▶ WORK TASK
Scan the lines below; pull out those with "lists".

▶ DATA
.....
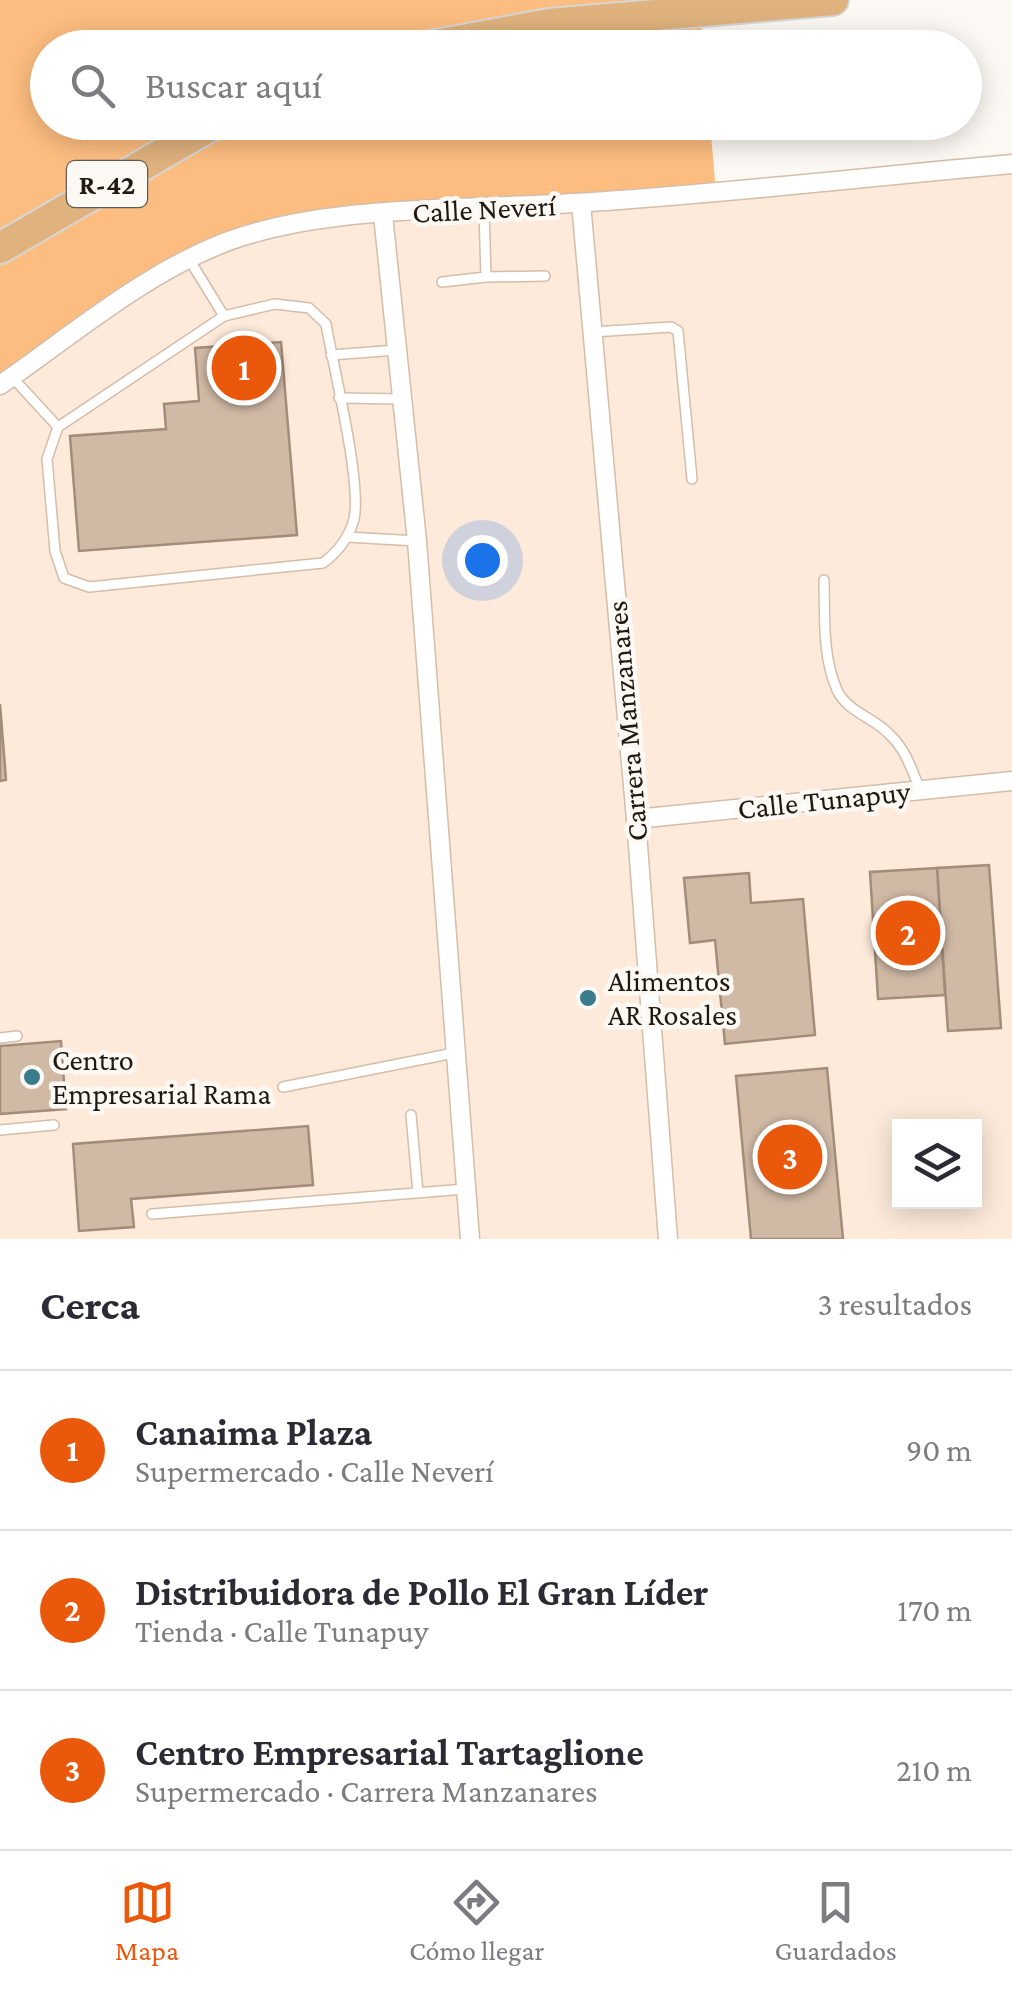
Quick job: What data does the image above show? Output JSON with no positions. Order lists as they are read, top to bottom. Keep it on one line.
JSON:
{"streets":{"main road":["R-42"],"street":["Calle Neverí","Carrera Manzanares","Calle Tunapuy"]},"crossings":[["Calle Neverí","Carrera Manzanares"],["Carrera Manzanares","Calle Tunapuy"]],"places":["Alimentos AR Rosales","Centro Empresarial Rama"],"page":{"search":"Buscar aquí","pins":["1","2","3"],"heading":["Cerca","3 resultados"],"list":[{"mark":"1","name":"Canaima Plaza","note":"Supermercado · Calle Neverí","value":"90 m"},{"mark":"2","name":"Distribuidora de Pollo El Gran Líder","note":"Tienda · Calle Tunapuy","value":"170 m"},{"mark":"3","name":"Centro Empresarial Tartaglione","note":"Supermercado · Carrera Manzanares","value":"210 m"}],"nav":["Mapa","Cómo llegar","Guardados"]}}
.....
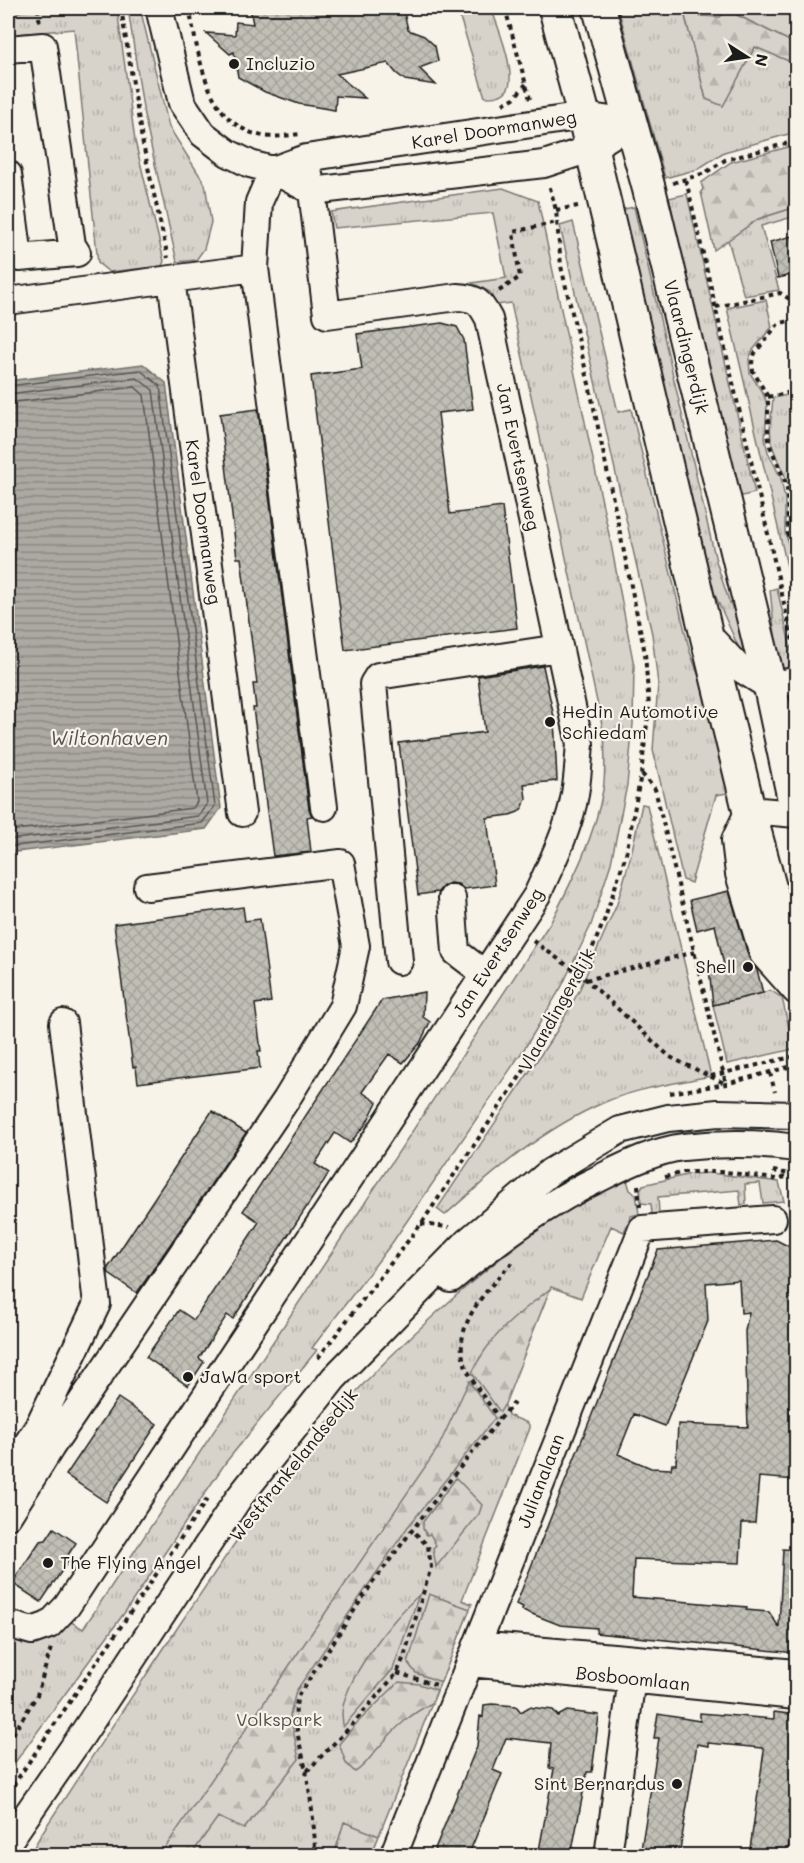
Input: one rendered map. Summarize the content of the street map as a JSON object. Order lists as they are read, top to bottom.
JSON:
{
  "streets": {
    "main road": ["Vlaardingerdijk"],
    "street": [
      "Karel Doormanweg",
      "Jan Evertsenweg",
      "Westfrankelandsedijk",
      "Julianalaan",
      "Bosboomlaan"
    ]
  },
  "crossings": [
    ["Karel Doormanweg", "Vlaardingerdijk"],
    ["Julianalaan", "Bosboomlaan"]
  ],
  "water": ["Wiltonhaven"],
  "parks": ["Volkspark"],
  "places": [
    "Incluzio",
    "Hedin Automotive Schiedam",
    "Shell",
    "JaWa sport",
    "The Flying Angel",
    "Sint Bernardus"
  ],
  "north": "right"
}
.....
▶ REPLY TO THE EXERCISE
Quick job: What data does the image above show? Output JSON with no positions. Order lists as they are read, top to bottom. Keep it on one line.
Input: one rendered map. Summarize the content of the street map as a JSON object. Order lists as they are read, top to bottom.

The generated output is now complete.